**Instructions for the task**
Search the data for the string "background" and copy each line where it turns up.

**Extracted material**
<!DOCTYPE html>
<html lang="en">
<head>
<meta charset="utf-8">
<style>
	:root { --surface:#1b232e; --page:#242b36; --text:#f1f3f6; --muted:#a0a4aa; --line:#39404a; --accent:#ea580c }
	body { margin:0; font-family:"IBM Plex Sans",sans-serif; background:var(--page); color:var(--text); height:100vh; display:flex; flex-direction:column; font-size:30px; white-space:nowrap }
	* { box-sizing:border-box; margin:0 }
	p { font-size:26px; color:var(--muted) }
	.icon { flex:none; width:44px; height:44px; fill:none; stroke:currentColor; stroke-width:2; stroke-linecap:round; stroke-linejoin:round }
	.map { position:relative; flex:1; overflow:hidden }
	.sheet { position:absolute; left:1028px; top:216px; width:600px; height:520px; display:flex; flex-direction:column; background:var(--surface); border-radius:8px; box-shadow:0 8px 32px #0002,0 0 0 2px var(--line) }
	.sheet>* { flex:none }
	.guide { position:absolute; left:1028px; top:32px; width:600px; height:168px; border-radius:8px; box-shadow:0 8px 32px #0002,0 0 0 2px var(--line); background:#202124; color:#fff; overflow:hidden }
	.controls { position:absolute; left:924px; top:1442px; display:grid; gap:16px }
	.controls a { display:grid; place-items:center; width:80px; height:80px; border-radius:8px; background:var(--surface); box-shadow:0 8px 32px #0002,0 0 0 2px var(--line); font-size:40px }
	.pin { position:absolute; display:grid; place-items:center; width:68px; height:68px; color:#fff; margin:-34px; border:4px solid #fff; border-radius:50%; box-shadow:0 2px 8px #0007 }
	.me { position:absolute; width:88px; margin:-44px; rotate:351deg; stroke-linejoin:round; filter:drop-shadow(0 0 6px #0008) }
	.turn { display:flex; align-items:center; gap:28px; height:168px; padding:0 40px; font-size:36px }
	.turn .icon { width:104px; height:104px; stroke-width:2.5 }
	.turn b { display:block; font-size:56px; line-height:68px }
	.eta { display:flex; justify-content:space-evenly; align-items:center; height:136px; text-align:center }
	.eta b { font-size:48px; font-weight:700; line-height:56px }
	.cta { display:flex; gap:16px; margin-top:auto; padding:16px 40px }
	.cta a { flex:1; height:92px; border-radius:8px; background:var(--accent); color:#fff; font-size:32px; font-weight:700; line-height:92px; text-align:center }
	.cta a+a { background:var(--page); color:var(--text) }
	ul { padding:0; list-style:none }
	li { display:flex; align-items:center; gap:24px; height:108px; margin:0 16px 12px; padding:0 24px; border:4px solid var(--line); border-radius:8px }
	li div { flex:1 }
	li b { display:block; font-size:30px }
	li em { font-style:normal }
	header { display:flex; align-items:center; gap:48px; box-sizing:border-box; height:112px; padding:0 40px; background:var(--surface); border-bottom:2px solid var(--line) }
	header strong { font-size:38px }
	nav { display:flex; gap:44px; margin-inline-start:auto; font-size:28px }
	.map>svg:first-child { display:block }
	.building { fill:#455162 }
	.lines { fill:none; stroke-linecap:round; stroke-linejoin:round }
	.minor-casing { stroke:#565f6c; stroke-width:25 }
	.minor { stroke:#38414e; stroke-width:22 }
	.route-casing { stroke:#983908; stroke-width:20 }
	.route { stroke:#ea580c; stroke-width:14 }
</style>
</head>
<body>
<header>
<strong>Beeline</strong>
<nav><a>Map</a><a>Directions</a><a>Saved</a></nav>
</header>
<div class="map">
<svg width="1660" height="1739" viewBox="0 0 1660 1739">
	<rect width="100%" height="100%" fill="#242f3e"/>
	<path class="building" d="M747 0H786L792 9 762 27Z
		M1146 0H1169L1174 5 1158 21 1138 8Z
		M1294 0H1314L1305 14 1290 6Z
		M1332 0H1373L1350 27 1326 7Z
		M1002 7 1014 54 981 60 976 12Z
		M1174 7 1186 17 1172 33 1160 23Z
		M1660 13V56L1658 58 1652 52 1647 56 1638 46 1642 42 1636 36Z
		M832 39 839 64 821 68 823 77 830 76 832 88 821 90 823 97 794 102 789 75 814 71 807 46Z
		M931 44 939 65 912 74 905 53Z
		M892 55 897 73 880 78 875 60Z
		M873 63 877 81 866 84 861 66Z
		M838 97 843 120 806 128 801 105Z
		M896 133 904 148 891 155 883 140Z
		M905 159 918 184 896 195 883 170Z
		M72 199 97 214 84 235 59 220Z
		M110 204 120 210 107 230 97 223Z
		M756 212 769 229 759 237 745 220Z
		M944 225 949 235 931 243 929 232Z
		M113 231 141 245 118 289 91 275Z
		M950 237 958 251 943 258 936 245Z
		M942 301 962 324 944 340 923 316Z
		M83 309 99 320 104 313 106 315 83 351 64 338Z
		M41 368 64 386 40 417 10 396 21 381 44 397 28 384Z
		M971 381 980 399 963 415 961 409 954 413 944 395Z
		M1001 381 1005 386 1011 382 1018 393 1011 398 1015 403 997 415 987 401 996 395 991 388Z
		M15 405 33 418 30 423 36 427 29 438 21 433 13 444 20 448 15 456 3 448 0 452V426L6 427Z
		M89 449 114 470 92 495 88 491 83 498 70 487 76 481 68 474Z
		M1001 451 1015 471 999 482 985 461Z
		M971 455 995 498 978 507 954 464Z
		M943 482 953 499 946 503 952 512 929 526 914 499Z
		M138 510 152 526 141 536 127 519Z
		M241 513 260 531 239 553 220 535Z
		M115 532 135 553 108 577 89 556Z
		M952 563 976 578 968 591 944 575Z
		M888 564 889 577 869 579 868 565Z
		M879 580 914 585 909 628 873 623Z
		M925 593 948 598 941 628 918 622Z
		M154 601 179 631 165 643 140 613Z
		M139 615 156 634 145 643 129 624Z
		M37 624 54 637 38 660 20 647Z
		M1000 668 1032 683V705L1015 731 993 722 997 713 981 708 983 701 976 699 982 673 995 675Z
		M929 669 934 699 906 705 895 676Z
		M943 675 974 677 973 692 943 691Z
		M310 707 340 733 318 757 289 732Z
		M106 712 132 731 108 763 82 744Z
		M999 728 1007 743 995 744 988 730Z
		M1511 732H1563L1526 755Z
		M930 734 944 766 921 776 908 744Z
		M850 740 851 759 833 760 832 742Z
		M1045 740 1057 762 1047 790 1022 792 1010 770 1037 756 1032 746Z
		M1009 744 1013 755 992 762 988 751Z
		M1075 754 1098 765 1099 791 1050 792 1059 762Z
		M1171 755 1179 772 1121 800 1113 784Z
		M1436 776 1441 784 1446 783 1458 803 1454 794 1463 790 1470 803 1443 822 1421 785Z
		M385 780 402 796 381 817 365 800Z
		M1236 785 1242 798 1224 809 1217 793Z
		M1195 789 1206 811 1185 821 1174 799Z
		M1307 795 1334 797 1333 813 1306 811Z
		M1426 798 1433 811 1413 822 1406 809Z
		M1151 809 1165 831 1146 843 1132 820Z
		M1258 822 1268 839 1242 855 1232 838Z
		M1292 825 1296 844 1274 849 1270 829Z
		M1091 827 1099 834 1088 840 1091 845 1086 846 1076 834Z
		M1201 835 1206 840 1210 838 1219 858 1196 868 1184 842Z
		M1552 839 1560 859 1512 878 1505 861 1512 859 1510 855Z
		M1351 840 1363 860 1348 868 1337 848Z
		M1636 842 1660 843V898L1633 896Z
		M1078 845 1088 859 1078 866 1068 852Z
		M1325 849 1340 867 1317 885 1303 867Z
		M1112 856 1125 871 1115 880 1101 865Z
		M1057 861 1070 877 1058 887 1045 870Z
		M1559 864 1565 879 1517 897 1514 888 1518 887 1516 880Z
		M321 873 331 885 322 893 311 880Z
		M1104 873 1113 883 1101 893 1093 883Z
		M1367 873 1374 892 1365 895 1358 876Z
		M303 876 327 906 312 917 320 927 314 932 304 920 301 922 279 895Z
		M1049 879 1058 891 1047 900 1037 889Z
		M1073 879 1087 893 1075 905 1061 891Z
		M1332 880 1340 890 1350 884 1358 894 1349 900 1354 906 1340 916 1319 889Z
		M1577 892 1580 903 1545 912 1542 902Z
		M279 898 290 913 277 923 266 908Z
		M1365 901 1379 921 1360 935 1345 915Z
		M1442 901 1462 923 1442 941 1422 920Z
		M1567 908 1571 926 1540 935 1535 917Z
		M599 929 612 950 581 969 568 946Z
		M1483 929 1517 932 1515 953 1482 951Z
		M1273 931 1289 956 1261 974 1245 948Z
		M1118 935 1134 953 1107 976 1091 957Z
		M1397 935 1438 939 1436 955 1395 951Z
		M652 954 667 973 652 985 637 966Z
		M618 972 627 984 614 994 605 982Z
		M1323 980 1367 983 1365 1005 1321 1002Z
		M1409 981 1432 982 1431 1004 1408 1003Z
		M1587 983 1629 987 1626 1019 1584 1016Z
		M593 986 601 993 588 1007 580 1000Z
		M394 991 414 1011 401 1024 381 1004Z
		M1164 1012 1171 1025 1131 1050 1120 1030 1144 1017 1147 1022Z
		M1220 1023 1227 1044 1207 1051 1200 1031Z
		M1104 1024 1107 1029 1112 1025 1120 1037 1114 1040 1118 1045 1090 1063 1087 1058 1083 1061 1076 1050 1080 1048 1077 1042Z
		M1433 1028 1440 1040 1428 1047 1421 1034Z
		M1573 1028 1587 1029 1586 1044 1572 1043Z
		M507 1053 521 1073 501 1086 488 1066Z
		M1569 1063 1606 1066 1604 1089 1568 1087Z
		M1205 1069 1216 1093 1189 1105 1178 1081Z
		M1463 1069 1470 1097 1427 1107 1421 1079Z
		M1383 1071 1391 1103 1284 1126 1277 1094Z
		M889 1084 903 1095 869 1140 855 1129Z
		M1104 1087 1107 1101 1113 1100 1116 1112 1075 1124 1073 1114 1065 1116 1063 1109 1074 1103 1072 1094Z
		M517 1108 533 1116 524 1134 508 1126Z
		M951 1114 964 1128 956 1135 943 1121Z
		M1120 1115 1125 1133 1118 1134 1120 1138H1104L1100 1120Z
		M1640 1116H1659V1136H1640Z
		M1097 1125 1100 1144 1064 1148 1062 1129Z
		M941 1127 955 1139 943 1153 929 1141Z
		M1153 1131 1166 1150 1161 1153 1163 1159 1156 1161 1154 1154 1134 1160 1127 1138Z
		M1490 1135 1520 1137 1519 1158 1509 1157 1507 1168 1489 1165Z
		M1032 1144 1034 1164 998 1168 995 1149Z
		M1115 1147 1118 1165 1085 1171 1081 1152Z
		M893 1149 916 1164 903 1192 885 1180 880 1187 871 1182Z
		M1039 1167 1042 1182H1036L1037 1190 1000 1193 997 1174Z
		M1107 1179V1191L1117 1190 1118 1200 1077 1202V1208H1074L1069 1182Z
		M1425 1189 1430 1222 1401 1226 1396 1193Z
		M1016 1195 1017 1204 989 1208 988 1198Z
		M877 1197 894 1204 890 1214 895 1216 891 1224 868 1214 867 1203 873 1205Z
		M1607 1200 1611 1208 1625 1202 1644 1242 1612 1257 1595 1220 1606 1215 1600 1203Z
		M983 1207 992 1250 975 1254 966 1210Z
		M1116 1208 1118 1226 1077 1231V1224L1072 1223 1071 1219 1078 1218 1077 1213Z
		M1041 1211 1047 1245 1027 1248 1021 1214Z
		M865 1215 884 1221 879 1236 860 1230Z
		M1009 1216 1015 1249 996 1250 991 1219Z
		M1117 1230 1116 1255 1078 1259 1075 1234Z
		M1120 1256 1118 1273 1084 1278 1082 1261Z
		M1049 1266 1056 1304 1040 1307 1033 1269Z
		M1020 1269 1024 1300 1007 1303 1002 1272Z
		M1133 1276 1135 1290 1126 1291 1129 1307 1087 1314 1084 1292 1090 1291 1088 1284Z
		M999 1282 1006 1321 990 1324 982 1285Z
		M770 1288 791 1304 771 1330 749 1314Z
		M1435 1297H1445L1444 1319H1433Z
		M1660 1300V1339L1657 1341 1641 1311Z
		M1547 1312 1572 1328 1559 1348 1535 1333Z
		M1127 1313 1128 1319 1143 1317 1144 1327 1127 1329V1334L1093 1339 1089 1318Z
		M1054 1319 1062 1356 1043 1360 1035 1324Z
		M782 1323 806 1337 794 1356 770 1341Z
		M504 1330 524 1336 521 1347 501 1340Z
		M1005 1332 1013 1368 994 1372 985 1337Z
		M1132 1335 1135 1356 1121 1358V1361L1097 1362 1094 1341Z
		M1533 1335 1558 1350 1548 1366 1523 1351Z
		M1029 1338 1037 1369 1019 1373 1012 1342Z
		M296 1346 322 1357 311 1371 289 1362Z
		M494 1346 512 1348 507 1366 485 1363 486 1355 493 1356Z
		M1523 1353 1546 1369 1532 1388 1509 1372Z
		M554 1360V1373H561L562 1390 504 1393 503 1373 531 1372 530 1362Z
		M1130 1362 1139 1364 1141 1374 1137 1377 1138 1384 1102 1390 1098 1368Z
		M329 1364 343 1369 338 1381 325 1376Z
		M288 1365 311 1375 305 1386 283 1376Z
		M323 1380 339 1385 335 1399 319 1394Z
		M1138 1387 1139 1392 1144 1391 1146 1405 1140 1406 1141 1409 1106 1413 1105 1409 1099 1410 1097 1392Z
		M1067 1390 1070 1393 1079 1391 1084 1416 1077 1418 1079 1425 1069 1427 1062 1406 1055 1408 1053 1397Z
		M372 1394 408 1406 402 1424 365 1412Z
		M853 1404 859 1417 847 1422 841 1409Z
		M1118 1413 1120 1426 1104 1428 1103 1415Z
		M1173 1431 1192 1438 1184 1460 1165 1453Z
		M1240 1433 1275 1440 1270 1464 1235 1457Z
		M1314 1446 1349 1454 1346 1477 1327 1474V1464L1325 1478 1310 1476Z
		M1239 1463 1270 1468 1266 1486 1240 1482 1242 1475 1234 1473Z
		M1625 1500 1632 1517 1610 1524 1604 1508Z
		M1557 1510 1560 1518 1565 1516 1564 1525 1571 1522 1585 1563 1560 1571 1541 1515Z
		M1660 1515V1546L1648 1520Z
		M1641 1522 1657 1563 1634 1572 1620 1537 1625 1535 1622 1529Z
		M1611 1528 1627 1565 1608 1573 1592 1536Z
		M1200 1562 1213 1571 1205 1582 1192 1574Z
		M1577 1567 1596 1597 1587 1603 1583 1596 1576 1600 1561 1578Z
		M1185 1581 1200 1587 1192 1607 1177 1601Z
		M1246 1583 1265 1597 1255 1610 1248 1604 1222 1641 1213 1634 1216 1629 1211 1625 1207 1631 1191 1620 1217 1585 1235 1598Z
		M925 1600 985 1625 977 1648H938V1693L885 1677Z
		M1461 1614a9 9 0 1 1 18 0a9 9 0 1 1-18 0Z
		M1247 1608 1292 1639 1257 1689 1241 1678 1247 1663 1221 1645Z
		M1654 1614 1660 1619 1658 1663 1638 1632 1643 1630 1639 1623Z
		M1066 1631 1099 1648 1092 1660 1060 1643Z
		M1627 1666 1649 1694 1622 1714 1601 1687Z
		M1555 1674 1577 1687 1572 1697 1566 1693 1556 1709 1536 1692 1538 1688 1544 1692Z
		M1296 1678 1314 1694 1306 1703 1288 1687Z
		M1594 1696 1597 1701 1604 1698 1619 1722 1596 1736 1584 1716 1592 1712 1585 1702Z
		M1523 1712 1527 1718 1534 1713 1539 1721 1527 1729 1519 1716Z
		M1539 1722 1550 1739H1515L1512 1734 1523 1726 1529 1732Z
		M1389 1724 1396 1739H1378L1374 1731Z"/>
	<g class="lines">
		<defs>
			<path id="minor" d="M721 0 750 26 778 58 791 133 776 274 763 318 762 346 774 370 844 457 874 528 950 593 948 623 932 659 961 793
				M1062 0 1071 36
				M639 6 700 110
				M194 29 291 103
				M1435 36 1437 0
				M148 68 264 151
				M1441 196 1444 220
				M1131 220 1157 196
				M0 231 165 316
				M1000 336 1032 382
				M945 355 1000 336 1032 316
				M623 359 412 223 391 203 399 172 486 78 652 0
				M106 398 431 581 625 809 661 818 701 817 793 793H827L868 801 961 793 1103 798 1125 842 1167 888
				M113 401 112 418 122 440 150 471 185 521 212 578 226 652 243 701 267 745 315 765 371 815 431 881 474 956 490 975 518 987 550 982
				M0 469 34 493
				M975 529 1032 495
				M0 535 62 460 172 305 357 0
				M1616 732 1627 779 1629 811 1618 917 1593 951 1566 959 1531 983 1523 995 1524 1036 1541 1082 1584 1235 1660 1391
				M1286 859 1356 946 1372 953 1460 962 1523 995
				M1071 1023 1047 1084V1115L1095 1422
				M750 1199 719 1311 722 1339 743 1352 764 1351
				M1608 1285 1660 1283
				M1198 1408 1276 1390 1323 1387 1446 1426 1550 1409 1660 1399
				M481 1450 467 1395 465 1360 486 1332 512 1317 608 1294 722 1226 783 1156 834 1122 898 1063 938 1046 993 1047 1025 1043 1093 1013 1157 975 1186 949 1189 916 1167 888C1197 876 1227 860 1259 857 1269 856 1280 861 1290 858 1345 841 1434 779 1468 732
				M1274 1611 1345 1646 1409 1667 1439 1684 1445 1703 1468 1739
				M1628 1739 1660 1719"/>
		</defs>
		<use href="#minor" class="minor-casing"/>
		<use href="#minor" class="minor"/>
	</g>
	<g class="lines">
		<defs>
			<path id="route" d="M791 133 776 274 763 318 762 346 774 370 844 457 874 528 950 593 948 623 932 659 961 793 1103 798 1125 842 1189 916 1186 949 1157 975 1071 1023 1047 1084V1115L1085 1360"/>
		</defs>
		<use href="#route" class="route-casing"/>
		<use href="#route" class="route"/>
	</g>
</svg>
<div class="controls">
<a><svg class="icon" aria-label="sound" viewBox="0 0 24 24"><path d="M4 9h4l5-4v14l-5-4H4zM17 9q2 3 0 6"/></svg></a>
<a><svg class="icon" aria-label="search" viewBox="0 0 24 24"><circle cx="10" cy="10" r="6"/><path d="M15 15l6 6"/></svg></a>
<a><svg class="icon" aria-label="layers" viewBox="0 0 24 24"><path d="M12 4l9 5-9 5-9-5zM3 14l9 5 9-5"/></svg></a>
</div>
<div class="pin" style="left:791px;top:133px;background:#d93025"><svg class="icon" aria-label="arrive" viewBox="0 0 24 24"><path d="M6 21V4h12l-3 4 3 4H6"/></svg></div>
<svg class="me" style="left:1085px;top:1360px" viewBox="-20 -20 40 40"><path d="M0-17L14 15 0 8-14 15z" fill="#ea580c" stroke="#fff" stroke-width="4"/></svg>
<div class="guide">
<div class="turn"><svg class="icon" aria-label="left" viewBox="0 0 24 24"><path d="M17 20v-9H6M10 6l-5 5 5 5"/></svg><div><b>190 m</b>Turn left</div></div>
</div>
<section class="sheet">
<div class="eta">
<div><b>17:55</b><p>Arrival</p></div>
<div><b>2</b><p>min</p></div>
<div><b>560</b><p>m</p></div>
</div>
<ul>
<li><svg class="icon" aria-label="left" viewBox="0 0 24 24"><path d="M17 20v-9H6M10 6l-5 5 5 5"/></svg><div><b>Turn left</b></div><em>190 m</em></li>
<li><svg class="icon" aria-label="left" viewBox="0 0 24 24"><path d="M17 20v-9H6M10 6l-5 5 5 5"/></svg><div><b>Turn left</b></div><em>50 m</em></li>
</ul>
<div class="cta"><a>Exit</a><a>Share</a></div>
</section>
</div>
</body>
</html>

**Response to the exercise**
	body { margin:0; font-family:"IBM Plex Sans",sans-serif; background:var(--page); color:var(--text); height:100vh; display:flex; flex-direction:column; font-size:30px; white-space:nowrap }
	.sheet { position:absolute; left:1028px; top:216px; width:600px; height:520px; display:flex; flex-direction:column; background:var(--surface); border-radius:8px; box-shadow:0 8px 32px #0002,0 0 0 2px var(--line) }
	.guide { position:absolute; left:1028px; top:32px; width:600px; height:168px; border-radius:8px; box-shadow:0 8px 32px #0002,0 0 0 2px var(--line); background:#202124; color:#fff; overflow:hidden }
	.controls a { display:grid; place-items:center; width:80px; height:80px; border-radius:8px; background:var(--surface); box-shadow:0 8px 32px #0002,0 0 0 2px var(--line); font-size:40px }
	.cta a { flex:1; height:92px; border-radius:8px; background:var(--accent); color:#fff; font-size:32px; font-weight:700; line-height:92px; text-align:center }
	.cta a+a { background:var(--page); color:var(--text) }
	header { display:flex; align-items:center; gap:48px; box-sizing:border-box; height:112px; padding:0 40px; background:var(--surface); border-bottom:2px solid var(--line) }
<div class="pin" style="left:791px;top:133px;background:#d93025"><svg class="icon" aria-label="arrive" viewBox="0 0 24 24"><path d="M6 21V4h12l-3 4 3 4H6"/></svg></div>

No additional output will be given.